GOAL OF THE EXERCISE: Word for word, transcribe the data below from the line with "content:''; position:absolute; top:26px;" to the line with "font-size:16px; font-weight:400; color:var(--muted)", keeping both of those lines.

PROVIDED INFORMATION:
────────────────────

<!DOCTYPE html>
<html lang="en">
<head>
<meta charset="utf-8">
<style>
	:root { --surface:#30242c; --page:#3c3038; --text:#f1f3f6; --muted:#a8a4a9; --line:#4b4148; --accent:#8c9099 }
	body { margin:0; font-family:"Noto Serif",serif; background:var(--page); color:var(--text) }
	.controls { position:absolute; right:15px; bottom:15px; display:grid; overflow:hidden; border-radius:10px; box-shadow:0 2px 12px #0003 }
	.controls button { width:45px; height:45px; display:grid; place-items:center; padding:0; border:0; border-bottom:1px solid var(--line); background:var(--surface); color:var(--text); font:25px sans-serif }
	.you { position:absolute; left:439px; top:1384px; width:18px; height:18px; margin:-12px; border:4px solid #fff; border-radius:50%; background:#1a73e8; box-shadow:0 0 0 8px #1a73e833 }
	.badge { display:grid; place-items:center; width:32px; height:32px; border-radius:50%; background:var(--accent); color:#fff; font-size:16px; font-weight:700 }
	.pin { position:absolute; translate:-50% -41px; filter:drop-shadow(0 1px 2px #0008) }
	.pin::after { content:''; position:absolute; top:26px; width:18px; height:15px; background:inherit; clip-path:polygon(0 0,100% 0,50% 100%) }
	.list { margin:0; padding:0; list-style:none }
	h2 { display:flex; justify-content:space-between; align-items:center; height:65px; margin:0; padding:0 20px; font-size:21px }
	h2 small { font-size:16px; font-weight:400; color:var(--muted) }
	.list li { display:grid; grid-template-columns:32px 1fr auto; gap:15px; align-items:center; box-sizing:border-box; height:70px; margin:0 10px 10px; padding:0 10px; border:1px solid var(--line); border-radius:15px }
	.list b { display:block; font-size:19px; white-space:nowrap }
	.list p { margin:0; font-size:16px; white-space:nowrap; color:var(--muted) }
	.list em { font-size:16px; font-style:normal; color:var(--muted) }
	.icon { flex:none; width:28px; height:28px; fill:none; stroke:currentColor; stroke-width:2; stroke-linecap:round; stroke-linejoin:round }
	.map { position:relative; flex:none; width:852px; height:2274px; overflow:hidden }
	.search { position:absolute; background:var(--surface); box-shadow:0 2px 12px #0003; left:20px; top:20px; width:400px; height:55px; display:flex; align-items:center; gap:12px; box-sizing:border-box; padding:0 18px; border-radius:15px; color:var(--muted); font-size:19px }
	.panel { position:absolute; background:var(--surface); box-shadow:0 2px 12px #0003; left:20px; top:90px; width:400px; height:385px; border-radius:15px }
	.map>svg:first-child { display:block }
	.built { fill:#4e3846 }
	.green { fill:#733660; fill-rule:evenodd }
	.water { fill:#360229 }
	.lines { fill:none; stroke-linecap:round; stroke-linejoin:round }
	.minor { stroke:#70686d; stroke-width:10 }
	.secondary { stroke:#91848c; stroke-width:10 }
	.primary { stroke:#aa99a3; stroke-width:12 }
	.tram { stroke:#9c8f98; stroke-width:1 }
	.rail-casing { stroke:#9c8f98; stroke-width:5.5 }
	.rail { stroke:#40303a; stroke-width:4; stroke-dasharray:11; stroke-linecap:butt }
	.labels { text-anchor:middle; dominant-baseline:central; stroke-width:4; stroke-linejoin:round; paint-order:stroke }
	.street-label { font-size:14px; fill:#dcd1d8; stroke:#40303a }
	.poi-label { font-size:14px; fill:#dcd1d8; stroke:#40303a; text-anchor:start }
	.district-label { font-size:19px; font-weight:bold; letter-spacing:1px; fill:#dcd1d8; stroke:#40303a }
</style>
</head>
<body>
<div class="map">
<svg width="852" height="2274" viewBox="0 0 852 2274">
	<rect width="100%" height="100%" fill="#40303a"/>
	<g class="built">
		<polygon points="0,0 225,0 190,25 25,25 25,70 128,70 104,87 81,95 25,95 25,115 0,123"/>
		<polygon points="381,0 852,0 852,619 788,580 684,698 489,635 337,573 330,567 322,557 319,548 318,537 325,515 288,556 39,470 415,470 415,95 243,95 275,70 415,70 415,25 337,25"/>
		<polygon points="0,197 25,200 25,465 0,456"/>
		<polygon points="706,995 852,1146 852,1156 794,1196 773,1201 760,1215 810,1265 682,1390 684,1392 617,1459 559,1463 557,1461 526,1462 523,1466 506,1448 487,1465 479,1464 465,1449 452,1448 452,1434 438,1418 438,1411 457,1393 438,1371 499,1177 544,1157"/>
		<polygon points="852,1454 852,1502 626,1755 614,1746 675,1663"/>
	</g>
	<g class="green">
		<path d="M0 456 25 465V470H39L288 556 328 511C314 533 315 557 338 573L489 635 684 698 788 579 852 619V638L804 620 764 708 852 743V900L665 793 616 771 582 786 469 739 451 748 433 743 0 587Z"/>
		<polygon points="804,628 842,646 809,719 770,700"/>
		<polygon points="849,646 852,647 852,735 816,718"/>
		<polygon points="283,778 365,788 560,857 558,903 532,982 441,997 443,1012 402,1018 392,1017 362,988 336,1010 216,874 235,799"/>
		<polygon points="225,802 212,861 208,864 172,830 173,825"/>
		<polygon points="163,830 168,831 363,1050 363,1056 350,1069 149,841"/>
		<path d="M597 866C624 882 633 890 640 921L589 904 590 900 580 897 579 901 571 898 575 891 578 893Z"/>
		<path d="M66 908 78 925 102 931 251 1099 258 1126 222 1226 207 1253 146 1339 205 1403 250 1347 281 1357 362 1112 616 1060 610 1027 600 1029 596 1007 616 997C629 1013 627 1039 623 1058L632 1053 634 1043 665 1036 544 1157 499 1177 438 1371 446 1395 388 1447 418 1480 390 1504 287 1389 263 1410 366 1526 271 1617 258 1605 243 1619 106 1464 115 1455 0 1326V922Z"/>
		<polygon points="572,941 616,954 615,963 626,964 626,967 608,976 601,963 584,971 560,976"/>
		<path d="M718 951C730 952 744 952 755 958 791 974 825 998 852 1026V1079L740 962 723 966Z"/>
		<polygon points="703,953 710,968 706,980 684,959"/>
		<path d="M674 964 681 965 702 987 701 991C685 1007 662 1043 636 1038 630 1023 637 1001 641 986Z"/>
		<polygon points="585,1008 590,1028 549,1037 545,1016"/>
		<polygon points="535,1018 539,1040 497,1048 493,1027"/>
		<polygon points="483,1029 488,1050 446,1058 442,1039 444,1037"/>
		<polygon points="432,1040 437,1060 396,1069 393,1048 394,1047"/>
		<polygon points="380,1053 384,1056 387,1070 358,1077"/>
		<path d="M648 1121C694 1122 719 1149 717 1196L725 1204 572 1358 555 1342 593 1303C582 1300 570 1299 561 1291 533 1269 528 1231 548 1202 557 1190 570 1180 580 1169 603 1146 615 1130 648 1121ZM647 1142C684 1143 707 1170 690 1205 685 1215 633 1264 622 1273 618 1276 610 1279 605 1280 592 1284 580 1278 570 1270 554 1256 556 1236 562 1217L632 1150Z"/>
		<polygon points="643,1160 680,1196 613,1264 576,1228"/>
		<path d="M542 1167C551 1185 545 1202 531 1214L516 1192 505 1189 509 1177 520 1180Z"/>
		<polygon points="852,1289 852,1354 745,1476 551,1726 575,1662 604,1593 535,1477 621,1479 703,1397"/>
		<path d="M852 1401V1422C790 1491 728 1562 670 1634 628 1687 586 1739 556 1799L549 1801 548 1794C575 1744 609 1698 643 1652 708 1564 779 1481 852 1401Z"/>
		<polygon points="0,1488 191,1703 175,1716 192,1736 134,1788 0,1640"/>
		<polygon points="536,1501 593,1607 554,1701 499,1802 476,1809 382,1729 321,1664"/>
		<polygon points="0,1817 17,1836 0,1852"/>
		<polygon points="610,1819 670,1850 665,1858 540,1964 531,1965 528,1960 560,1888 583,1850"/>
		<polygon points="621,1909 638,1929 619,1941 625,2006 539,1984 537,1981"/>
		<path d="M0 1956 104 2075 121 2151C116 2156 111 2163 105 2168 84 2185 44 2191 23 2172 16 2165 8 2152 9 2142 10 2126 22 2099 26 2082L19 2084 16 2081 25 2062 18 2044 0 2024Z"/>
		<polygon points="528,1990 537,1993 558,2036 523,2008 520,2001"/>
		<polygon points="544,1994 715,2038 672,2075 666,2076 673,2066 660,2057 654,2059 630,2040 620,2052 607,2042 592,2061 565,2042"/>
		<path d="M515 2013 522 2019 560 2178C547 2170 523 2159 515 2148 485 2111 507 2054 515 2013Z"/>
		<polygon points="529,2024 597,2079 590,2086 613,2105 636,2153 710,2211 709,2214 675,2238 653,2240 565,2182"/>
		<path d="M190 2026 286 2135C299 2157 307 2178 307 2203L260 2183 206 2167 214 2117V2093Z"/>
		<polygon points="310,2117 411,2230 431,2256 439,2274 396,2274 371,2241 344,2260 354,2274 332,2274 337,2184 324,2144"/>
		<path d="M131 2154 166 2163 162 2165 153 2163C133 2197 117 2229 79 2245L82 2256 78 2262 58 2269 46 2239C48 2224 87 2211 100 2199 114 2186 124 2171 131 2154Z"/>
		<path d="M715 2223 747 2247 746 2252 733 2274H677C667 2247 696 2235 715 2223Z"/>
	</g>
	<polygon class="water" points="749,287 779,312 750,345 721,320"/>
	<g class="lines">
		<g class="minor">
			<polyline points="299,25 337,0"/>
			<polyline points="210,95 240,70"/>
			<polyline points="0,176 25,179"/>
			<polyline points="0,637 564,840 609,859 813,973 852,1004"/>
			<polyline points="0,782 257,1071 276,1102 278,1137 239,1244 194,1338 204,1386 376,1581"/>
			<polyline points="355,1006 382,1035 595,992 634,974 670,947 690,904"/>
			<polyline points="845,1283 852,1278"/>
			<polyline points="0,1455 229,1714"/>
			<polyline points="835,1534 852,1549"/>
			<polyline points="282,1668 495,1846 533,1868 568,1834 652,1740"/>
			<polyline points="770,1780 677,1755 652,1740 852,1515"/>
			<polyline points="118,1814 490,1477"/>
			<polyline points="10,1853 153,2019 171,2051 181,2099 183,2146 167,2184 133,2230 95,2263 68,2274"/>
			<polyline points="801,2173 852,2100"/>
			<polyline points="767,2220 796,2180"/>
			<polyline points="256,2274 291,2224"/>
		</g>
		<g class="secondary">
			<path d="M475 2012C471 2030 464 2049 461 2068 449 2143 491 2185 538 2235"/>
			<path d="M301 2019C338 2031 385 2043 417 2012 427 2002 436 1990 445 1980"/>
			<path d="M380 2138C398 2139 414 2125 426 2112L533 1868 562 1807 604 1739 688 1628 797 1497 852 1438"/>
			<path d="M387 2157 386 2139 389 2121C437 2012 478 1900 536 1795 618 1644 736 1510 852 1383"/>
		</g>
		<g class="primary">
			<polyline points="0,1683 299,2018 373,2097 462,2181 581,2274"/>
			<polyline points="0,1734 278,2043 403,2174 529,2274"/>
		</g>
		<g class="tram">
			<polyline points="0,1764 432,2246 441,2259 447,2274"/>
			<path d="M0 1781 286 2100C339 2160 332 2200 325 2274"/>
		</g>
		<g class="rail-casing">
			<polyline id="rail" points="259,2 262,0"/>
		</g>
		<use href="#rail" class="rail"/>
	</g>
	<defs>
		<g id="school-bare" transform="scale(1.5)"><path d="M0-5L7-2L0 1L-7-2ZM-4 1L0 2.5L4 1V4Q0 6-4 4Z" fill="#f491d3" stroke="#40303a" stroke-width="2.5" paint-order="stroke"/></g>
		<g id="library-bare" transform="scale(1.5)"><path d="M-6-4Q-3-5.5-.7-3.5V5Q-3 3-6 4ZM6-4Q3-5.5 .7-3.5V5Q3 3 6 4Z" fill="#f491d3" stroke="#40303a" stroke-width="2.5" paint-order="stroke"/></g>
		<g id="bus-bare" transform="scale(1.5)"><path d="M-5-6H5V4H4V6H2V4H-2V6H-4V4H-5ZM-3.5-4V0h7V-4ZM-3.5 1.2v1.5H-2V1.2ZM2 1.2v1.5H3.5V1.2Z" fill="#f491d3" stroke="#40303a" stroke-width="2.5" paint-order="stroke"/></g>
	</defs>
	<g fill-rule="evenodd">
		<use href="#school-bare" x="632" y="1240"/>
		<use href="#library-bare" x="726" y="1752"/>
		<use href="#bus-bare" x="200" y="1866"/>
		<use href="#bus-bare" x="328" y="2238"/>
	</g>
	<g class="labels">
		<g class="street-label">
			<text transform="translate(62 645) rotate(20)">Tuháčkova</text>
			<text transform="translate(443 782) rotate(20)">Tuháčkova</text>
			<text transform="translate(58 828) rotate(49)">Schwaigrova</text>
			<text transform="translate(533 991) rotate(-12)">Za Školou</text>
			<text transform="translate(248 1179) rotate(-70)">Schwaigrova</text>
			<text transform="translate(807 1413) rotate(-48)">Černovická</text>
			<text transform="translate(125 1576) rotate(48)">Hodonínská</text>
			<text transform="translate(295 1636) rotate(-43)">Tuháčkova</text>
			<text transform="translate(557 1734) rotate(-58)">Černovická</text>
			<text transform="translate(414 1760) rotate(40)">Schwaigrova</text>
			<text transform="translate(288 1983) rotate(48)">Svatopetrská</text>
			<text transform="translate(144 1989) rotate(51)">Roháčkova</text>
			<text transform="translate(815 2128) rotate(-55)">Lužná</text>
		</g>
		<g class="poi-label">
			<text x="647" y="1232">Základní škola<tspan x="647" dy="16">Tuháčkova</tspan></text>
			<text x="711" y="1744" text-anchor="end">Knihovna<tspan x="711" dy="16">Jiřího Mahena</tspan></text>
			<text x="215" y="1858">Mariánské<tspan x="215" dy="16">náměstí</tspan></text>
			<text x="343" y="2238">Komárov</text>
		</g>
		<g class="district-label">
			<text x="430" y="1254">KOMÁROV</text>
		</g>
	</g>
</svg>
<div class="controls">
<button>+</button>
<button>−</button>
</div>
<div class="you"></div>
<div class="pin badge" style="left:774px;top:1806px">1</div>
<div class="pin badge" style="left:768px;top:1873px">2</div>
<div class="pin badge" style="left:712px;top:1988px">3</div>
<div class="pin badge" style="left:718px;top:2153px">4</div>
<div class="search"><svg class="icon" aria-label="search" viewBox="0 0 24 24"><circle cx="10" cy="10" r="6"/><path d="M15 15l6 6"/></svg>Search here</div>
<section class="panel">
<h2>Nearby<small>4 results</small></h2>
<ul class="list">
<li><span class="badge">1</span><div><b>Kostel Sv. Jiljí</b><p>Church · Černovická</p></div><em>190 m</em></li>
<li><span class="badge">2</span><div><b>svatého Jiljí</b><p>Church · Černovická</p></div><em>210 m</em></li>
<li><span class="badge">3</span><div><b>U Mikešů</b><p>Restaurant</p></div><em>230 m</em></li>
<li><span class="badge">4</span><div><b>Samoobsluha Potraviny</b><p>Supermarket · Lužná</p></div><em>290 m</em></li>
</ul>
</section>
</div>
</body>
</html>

────────────────────

ANSWER FOR THIS EXERCISE:
	.pin::after { content:''; position:absolute; top:26px; width:18px; height:15px; background:inherit; clip-path:polygon(0 0,100% 0,50% 100%) }
	.list { margin:0; padding:0; list-style:none }
	h2 { display:flex; justify-content:space-between; align-items:center; height:65px; margin:0; padding:0 20px; font-size:21px }
	h2 small { font-size:16px; font-weight:400; color:var(--muted) }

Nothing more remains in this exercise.